◆ **Problem details**
The lines to extract run from the first line of the entries through the line that contains "background:var(--page); color:var(--text); height:100vh;"; reproduce exactly those lines and no others.

◆ **Exercise input**

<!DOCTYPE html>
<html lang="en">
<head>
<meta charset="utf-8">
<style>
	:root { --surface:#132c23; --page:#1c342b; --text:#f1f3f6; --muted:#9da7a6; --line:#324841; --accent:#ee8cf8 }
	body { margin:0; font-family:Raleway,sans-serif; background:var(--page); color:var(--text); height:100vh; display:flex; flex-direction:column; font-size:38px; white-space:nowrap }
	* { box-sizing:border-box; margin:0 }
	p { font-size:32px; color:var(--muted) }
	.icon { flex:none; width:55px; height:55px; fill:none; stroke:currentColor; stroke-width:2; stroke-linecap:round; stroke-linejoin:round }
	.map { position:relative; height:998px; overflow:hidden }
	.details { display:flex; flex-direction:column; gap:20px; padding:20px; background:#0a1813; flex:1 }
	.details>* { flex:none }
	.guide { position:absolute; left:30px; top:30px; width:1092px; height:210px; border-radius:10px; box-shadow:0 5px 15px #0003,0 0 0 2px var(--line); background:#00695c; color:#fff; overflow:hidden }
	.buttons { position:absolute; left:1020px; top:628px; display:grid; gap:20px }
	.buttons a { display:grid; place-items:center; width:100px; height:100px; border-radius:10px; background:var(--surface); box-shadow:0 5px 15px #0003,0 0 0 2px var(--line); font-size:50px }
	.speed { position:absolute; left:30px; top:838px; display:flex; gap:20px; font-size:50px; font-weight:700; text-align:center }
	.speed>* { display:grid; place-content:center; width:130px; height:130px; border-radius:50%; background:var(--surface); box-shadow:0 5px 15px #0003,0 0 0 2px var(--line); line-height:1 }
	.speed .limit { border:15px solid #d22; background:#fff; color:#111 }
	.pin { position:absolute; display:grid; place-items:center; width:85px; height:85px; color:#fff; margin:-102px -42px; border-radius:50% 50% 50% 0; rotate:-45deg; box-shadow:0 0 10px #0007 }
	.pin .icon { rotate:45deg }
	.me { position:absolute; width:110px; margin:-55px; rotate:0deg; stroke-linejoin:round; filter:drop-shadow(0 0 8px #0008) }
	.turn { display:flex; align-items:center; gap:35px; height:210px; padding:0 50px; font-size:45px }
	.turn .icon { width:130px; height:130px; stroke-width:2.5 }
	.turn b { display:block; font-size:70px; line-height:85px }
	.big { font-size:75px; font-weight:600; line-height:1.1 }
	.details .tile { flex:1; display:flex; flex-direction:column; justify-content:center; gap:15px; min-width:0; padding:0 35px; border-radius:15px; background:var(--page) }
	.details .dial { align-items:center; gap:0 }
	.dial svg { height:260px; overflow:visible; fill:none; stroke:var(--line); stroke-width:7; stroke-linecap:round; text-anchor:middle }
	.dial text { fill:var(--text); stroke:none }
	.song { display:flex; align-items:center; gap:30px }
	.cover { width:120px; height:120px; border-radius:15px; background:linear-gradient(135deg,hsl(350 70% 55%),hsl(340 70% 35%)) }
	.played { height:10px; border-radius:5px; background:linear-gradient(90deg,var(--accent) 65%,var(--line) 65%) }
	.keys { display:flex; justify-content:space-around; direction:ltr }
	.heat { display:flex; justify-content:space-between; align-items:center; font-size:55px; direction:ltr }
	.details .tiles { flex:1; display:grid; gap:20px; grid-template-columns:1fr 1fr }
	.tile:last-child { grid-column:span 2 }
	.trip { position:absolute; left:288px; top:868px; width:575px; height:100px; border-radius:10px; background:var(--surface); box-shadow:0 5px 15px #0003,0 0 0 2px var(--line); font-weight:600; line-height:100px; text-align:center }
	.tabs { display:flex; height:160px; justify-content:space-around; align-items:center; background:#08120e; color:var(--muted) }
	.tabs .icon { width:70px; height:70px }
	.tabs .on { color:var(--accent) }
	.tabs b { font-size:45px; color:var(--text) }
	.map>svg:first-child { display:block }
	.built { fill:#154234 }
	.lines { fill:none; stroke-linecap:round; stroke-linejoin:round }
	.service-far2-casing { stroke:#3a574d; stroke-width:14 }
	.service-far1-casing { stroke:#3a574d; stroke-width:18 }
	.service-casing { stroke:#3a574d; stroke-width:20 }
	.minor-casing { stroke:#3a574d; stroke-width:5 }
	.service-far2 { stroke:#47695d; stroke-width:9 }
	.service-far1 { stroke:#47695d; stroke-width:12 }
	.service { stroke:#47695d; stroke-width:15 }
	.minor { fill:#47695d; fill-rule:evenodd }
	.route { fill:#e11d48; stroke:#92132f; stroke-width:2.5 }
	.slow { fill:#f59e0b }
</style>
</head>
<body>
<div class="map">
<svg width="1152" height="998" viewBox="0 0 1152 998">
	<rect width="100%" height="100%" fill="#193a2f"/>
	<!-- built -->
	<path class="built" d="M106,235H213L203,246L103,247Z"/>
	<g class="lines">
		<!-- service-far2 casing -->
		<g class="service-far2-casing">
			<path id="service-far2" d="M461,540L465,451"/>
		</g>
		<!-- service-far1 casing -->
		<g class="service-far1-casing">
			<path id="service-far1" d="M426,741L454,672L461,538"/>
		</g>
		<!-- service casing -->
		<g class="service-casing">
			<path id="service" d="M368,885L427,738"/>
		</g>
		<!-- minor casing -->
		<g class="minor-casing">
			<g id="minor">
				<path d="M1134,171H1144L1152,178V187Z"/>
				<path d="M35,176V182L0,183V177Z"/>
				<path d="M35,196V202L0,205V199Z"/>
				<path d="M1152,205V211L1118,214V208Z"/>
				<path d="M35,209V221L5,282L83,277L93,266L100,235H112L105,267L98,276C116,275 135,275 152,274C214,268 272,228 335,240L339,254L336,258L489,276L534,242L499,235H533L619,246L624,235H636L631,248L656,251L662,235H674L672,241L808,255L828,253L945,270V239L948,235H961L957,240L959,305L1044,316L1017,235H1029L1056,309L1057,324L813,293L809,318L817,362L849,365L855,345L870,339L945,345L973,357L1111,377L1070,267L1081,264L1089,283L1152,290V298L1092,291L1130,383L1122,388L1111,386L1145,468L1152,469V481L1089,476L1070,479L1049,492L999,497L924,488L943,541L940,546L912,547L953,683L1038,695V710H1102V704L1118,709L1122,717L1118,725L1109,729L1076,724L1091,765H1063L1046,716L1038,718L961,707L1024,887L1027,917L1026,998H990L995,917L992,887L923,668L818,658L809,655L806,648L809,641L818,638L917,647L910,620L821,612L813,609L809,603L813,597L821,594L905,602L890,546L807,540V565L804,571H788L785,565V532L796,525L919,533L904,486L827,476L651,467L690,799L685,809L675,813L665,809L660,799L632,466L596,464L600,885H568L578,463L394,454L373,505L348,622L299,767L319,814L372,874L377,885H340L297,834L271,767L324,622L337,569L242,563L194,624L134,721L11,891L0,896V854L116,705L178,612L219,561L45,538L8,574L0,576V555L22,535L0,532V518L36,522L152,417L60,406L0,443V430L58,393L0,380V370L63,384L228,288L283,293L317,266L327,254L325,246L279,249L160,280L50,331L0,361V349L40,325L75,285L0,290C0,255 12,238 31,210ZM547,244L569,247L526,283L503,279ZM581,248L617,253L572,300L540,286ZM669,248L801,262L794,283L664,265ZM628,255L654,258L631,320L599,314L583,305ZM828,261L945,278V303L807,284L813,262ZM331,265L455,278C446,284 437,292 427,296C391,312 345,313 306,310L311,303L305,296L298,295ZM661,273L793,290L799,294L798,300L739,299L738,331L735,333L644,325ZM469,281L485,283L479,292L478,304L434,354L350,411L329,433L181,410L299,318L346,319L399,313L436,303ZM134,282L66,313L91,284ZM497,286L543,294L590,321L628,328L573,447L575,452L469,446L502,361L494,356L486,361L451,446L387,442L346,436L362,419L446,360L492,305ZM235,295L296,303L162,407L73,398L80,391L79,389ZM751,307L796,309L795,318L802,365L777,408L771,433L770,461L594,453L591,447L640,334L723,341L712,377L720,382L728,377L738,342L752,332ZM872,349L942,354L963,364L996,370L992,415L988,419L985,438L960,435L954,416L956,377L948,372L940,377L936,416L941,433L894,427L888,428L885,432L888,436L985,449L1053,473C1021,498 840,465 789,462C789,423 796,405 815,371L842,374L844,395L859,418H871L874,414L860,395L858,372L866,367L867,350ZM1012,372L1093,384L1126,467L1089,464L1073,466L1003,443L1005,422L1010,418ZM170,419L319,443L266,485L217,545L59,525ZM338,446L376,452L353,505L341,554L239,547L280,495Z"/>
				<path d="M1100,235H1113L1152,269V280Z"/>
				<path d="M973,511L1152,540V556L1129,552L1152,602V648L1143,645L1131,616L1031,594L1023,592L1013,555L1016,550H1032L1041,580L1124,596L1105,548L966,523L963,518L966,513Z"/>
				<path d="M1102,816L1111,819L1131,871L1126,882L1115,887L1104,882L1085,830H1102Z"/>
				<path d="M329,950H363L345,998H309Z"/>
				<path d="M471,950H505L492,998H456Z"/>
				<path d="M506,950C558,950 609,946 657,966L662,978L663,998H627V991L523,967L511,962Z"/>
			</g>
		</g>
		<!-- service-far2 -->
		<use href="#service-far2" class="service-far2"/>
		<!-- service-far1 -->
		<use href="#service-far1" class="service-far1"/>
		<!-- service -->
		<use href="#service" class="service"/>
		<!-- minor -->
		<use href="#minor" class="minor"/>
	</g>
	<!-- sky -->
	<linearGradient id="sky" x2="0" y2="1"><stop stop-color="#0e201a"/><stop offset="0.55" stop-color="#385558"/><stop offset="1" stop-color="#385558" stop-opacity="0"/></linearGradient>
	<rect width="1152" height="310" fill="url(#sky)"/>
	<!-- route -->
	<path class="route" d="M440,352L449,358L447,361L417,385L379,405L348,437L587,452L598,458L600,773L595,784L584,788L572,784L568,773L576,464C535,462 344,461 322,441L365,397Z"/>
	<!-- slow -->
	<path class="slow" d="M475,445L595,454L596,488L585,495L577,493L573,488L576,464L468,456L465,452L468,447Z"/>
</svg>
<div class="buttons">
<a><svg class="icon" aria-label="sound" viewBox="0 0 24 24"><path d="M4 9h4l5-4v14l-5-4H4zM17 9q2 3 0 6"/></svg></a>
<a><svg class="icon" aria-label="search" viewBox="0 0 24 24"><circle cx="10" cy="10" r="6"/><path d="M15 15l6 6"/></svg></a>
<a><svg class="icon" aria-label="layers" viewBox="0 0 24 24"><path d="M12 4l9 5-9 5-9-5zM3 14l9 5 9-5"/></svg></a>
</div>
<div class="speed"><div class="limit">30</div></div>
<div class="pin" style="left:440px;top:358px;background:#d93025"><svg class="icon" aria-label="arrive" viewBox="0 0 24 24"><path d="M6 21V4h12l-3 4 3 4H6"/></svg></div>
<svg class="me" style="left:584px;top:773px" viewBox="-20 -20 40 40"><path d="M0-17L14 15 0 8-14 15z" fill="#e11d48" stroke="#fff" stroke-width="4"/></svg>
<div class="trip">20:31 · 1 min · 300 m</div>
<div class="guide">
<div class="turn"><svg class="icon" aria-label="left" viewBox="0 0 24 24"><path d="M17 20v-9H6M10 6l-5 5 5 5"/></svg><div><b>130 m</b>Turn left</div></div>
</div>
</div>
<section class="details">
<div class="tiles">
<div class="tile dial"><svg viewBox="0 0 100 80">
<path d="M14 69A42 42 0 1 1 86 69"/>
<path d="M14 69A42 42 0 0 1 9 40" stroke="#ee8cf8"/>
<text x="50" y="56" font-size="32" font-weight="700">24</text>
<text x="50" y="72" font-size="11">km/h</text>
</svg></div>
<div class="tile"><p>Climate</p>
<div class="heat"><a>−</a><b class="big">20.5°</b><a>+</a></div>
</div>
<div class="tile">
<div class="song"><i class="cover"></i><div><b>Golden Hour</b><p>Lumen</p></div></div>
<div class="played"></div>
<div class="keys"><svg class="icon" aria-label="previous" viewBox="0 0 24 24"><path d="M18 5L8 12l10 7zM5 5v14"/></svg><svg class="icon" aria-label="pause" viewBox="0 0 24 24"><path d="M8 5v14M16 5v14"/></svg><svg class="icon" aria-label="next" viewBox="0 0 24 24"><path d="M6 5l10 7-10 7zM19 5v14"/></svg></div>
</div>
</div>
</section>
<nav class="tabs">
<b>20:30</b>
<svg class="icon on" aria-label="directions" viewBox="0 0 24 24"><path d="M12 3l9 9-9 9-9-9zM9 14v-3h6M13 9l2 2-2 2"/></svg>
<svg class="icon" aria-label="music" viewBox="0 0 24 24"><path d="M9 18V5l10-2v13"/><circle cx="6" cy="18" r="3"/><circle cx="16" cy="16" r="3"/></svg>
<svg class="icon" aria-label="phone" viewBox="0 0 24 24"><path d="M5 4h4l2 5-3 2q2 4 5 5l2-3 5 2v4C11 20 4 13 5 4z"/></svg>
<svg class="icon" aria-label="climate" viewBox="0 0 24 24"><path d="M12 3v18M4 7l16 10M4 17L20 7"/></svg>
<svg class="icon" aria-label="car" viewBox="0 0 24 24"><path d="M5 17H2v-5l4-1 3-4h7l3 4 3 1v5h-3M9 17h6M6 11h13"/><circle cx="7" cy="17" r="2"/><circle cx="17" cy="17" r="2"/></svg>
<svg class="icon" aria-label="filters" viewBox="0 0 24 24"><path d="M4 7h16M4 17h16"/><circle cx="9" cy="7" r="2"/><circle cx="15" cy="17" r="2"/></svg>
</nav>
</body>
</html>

◆ **Result**
<!DOCTYPE html>
<html lang="en">
<head>
<meta charset="utf-8">
<style>
	:root { --surface:#132c23; --page:#1c342b; --text:#f1f3f6; --muted:#9da7a6; --line:#324841; --accent:#ee8cf8 }
	body { margin:0; font-family:Raleway,sans-serif; background:var(--page); color:var(--text); height:100vh; display:flex; flex-direction:column; font-size:38px; white-space:nowrap }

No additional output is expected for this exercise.